Exercise data START

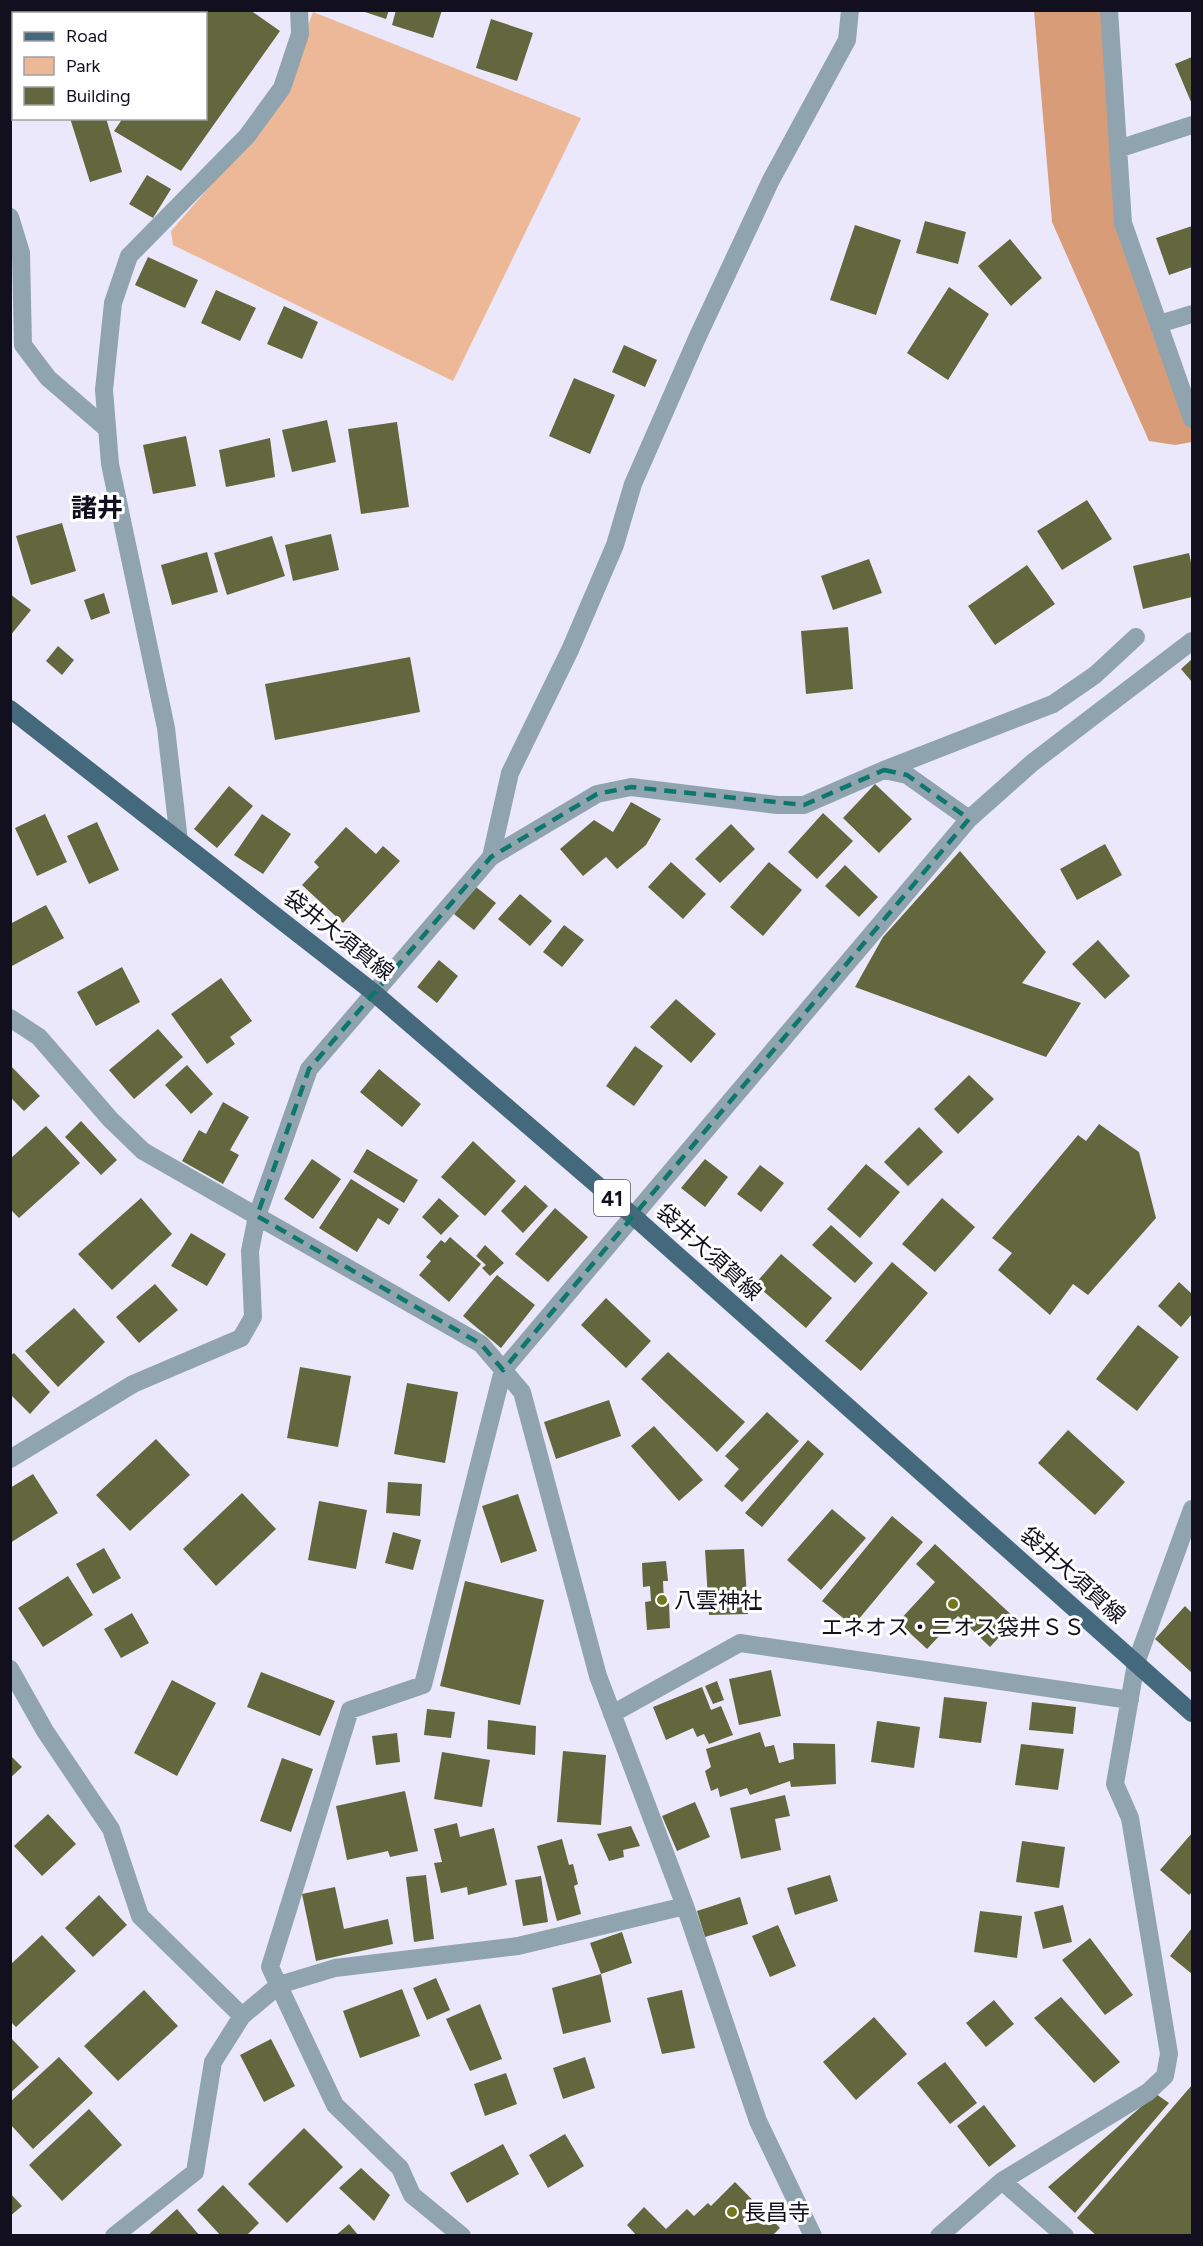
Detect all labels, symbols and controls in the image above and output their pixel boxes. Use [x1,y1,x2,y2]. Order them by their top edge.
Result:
legend [12,12,207,120]
text: Road [66,25,107,47]
text: Park [66,55,101,77]
text: Building [66,85,131,107]
district label: 諸井 [71,492,123,524]
street label: 袋井大須賀線 [279,884,399,986]
road number: 41 [594,1180,630,1216]
street label: 袋井大須賀線 [651,1198,767,1306]
street label: 袋井大須賀線 [1015,1521,1131,1629]
place label: 八雲神社 [674,1587,762,1614]
marker: 八雲神社 [655,1593,669,1607]
marker: エネオス・ニオス袋井ＳＳ [946,1597,960,1611]
place label: エネオス・ニオス袋井ＳＳ [821,1614,1085,1641]
place label: 長昌寺 [744,2199,810,2226]
marker: 長昌寺 [725,2205,739,2219]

Exercise data END

The pictures are not part of the copy. Retype everything else in the entries exactly.

The answer:
Detect all labels, symbols and controls in the image above and output their pixel boxes. Use [x1,y1,x2,y2]. Order them by their top edge.
Result:
legend [12,12,207,120]
text: Road [66,25,107,47]
text: Park [66,55,101,77]
text: Building [66,85,131,107]
district label: 諸井 [71,492,123,524]
street label: 袋井大須賀線 [279,884,399,986]
road number: 41 [594,1180,630,1216]
street label: 袋井大須賀線 [651,1198,767,1306]
street label: 袋井大須賀線 [1015,1521,1131,1629]
place label: 八雲神社 [674,1587,762,1614]
marker: 八雲神社 [655,1593,669,1607]
marker: エネオス・ニオス袋井ＳＳ [946,1597,960,1611]
place label: エネオス・ニオス袋井ＳＳ [821,1614,1085,1641]
place label: 長昌寺 [744,2199,810,2226]
marker: 長昌寺 [725,2205,739,2219]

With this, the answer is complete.